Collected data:
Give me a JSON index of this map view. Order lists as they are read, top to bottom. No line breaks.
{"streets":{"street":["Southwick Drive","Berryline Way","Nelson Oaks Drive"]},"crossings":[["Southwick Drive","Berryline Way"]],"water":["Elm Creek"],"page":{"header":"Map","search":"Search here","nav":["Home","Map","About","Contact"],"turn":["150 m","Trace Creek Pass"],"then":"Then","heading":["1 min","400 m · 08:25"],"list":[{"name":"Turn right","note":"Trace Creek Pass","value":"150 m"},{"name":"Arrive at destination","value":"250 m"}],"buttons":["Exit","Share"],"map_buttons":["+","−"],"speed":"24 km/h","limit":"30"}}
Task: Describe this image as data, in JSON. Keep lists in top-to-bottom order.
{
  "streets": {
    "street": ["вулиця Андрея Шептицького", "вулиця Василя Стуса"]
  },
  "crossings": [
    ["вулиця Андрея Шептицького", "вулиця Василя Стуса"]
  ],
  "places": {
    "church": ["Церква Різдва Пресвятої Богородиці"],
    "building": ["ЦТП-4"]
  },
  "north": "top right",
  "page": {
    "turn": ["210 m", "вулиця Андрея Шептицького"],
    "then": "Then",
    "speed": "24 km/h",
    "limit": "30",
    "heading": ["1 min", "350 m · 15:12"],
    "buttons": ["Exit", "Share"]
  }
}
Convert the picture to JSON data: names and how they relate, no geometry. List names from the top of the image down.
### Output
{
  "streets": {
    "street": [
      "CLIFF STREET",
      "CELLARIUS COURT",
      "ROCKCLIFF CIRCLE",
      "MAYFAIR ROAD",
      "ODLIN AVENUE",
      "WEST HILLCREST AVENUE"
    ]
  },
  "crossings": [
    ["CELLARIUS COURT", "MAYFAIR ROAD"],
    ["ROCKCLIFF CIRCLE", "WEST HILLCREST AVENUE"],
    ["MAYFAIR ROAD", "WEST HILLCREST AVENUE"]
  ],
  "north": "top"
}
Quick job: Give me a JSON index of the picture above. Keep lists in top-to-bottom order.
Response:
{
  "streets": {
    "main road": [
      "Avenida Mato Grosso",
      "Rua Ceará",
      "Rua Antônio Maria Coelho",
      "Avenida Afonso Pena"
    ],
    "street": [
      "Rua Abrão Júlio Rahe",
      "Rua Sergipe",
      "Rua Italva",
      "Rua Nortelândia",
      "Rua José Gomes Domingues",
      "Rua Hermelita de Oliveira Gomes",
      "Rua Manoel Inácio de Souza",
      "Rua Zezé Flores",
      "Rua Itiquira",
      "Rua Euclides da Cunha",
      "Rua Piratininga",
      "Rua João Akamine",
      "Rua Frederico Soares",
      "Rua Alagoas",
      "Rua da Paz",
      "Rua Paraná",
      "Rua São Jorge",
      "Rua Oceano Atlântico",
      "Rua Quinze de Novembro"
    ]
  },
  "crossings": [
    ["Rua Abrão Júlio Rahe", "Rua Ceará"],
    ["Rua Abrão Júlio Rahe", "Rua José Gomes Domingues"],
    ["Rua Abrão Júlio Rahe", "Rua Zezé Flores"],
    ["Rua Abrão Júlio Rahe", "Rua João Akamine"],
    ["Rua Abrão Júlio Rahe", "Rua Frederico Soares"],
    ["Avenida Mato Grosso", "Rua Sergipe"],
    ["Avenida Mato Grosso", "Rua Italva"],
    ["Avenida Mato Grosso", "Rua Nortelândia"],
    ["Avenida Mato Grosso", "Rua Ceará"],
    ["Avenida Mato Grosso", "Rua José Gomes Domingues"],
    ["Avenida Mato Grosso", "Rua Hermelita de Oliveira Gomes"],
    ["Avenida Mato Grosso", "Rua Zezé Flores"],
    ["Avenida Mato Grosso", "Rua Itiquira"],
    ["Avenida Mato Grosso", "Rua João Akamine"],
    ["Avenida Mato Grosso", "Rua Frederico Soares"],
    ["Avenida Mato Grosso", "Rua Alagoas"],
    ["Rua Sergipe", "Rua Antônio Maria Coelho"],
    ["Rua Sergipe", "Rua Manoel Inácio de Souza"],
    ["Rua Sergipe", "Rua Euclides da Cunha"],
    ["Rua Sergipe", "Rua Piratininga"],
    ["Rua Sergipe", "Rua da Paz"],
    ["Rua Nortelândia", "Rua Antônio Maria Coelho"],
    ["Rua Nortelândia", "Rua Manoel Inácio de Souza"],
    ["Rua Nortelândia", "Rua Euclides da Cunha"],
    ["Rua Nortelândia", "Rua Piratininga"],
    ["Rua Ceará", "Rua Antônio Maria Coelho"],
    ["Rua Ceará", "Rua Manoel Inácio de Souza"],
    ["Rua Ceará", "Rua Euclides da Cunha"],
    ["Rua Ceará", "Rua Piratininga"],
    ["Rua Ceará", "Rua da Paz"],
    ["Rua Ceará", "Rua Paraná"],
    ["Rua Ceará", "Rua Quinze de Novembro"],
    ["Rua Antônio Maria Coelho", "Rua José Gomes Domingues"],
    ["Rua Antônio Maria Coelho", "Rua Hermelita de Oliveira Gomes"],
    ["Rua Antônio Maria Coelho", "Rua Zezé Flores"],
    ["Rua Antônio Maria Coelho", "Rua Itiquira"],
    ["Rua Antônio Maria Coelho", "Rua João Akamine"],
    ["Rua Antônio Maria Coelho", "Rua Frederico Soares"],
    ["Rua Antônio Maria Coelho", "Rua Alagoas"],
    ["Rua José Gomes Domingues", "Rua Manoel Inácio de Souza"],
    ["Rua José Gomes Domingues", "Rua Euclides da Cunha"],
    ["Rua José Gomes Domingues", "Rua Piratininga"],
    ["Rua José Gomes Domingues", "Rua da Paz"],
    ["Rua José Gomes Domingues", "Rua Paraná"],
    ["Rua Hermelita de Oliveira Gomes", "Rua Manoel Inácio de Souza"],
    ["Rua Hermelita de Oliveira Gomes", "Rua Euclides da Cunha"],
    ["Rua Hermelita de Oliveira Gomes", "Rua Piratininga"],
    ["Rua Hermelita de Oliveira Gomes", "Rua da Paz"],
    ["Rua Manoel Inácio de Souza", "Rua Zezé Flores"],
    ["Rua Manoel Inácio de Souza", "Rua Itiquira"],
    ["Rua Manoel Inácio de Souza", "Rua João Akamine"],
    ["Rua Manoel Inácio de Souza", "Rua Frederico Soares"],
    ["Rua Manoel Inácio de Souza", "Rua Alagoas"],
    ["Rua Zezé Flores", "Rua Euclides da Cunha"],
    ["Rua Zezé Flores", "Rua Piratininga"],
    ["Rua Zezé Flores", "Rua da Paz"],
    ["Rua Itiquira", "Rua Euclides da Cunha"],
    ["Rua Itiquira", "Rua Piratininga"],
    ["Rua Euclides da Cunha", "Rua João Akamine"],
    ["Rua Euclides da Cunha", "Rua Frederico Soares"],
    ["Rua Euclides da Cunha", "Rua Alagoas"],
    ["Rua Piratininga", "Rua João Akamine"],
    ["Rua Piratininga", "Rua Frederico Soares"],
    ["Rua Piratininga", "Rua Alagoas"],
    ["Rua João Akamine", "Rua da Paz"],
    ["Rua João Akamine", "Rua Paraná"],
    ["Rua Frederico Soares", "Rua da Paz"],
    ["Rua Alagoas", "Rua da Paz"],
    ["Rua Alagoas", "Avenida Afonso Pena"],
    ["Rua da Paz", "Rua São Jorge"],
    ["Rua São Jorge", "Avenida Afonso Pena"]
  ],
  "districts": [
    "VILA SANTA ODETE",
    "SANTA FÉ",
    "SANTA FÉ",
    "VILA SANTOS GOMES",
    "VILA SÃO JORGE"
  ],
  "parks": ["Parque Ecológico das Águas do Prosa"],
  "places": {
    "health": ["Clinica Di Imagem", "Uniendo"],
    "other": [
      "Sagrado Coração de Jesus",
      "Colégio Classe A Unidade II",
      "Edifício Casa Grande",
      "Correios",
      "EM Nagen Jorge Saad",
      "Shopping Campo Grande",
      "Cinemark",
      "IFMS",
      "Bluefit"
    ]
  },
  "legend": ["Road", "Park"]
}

WHAT IS REQUIRED:
Only lines with the word "Ceará" are wanted; pull each of them from the records.

REPLY TO THE EXERCISE:
      "Rua Ceará",
    ["Rua Abrão Júlio Rahe", "Rua Ceará"],
    ["Avenida Mato Grosso", "Rua Ceará"],
    ["Rua Ceará", "Rua Antônio Maria Coelho"],
    ["Rua Ceará", "Rua Manoel Inácio de Souza"],
    ["Rua Ceará", "Rua Euclides da Cunha"],
    ["Rua Ceará", "Rua Piratininga"],
    ["Rua Ceará", "Rua da Paz"],
    ["Rua Ceará", "Rua Paraná"],
    ["Rua Ceará", "Rua Quinze de Novembro"],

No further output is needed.